BlockFIFO & MultiFIFO: Scalable Relaxed Queues

TL;DR

This work introduces two scalable relaxed concurrent FIFO queues, MultiFIFO and BlockFIFO, to overcome contention in strict FIFO queues. MultiFIFO adapts the MultiQueue design by using internal ring buffers with insertion timestamps, achieving constant-time operations and rank error linear in the number of threads $p$. BlockFIFO builds a lock-free structure from blocks and push/pop windows, enabling high throughput at the cost of larger rank errors, with practical enhancements like a bitset and lookahead windows to improve performance. Extensive evaluations across micro-benchmarks and BFS on diverse architectures demonstrate order-of-magnitude throughput gains over prior relaxed and strict queues, highlighting the practical impact for parallel graph processing and other throughput-centric workloads.

Abstract

FIFO queues are a fundamental data structure used in a wide range of applications. Concurrent FIFO queues allow multiple execution threads to access the queue simultaneously.

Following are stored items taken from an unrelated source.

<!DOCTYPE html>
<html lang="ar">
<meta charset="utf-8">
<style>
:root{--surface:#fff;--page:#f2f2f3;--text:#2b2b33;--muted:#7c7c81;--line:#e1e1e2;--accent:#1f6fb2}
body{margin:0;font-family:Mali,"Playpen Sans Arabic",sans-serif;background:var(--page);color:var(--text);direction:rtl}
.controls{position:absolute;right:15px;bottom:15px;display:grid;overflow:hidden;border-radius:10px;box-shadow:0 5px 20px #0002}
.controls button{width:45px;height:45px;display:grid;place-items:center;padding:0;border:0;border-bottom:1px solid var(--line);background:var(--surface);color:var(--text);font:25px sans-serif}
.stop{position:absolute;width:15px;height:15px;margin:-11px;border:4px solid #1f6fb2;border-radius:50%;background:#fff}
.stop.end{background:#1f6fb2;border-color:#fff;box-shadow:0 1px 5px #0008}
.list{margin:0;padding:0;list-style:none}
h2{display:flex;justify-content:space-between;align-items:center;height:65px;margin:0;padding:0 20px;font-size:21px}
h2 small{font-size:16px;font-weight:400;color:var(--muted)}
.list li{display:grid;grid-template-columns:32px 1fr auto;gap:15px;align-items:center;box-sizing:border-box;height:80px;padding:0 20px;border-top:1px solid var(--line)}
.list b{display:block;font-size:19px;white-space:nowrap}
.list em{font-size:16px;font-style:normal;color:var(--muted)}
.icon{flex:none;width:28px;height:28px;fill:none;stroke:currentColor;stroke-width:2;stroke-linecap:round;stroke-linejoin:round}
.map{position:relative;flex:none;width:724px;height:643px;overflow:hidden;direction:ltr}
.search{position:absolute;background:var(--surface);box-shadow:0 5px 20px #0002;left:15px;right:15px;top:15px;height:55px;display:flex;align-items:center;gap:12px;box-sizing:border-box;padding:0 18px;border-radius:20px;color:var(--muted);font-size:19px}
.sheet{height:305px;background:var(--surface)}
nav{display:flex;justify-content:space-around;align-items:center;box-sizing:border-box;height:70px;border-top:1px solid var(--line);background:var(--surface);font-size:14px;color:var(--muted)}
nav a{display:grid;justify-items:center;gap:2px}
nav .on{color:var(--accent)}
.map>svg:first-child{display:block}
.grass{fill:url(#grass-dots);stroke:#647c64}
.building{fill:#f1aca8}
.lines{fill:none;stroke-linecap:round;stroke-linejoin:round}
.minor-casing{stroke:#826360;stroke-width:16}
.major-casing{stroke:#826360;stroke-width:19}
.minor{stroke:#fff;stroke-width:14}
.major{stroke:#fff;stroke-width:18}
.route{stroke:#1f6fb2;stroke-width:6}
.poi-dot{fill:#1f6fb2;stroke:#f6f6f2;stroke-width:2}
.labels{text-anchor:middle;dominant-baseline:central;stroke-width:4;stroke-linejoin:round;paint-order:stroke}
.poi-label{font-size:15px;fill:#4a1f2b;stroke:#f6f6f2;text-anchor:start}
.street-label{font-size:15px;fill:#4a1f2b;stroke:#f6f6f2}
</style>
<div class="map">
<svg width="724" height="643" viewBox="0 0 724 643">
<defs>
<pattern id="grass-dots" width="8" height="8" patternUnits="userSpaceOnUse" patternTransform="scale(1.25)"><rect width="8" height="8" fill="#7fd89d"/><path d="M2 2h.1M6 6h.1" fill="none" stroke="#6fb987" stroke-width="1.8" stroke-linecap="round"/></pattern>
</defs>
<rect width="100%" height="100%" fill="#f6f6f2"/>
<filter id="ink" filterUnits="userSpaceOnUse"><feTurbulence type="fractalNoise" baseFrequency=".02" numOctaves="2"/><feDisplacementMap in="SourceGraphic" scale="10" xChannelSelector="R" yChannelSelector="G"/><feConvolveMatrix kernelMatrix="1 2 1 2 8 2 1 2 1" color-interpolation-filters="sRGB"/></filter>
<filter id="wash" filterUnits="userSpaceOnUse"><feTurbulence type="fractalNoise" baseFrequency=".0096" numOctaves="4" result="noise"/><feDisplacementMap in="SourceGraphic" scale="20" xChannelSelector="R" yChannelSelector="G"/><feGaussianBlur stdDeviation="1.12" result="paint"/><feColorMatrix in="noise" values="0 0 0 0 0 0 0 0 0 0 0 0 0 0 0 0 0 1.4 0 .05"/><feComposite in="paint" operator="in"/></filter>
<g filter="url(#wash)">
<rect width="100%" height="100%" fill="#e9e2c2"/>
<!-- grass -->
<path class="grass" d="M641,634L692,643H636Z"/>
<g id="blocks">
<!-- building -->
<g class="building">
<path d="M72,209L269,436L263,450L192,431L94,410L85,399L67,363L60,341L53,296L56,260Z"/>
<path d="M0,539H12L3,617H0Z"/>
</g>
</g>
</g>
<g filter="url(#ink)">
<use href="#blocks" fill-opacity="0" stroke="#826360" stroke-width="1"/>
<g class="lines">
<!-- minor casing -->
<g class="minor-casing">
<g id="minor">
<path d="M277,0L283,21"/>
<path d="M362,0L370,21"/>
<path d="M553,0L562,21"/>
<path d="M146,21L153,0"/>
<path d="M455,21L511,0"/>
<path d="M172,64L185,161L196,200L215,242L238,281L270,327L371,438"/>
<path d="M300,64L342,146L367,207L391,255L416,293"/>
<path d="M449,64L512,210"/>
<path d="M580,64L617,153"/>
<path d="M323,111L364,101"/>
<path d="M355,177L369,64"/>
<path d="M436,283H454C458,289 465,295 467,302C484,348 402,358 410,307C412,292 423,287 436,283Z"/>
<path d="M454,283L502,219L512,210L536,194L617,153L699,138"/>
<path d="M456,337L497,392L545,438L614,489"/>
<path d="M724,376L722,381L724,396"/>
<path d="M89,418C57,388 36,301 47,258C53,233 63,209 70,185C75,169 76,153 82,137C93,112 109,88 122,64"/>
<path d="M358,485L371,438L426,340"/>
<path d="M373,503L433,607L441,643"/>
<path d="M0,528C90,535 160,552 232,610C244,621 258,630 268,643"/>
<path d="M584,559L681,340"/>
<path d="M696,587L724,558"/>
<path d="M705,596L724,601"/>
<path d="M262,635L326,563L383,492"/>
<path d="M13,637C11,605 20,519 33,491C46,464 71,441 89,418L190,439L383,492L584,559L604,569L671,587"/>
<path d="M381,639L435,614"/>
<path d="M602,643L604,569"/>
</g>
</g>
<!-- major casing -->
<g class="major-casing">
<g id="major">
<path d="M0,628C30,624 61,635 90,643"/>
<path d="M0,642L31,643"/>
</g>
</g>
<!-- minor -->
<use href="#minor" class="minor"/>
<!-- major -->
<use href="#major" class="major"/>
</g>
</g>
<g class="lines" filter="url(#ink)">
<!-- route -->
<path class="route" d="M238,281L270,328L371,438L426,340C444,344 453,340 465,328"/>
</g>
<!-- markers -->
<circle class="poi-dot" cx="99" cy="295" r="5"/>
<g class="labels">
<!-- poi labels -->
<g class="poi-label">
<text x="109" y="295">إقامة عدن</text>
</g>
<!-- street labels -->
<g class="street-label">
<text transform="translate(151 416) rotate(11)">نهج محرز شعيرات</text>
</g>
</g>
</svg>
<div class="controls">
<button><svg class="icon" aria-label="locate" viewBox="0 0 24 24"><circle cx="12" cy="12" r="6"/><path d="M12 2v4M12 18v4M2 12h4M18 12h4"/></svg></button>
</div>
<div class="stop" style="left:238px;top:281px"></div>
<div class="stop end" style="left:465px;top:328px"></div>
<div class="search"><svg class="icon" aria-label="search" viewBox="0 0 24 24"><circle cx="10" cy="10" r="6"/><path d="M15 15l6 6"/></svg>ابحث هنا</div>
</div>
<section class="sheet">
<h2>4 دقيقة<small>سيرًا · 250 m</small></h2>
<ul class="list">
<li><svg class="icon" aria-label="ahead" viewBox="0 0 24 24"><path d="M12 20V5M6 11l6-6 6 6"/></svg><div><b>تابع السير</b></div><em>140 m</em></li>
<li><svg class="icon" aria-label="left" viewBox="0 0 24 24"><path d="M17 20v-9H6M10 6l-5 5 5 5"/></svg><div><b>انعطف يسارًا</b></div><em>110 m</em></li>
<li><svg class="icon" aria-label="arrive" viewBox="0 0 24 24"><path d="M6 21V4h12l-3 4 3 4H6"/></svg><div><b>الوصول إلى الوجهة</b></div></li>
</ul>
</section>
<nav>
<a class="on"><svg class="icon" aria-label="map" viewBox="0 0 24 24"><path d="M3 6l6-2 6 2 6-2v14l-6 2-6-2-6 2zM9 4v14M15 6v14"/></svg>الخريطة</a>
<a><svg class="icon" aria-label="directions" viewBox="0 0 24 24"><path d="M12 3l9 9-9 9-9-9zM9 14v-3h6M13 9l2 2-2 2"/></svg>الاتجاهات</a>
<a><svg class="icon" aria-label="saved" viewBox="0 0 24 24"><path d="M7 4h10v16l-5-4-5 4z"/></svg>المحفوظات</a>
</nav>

Maintaining strict FIFO semantics in concurrent queues leads to low throughput due to high contention at the head and tail of the queue. By relaxing the FIFO semantics to allow some reordering of elements, it becomes possible to achieve much higher scalability. This work presents two orthogonal designs for relaxed concurrent FIFO queues, one derived from the MultiQueue and the other based on ring buffers. We evaluate both designs extensively on various micro-benchmarks and a breadth-first search application on large graphs. Both designs outperform state-of-the-art relaxed and strict FIFO queues, achieving higher throughput and better scalability.

Figures (15)

• Figure 5.1: Schematic diagram of the BlockFIFO with block size $C=4$ and window size $w=3$, represented as a linear array. The colored area represents the "active" part of the array. Slots with stronger colors contain elements. The line pattern indicates that a slot is emptied and not used again.
• Figure 6.1: Various configurations of all competitors on the push-pop benchmark with different thread counts on machine AMD. For the BlockFIFO, the block factor $B$ ranges from 1.0 to 16.0 and the block size $C$ ranges from 7.0 to 2047.0. For the MultiFIFO, sub-queues per thread $c$ range from 2.0 to 8.0 and stickiness $s$ ranges from 1.0 to 4096.0. For the $k$-FIFO, segment size $k$ ranges from $\tfrac{1}{8}p$ to $64p$. For the $d$-CBO, the sub-queue count $c$ ranges from $\tfrac{1}{8}p$ to $8p$. For all ranges, we sample integer powers of two (minus one for the block size). Non-Pareto-optimal configurations of the BlockFIFO and MultiFIFO are shown with low opacity. Configurations used in further experiments are highlighted with circles and their name is annotated.
• Figure 6.2: Throughput on the push-pop benchmark with different thread counts on all machines.
• Figure 6.3: Throughput with different producer-consumer ratios at different thread counts.
• Figure 6.4: Weak and strong scaling BFS benchmarks. Only the best-performing queue configurations for each competitor are shown for clarity. The upper part shows strong scaling behaviour on real-world graphs, where the dotted lines represent the execution time of a sequential BFS. The bottom part shows weak scaling behaviour, where the graph size scales with the number of threads. The black line represents the time required by a sequential BFS on the scaled graph.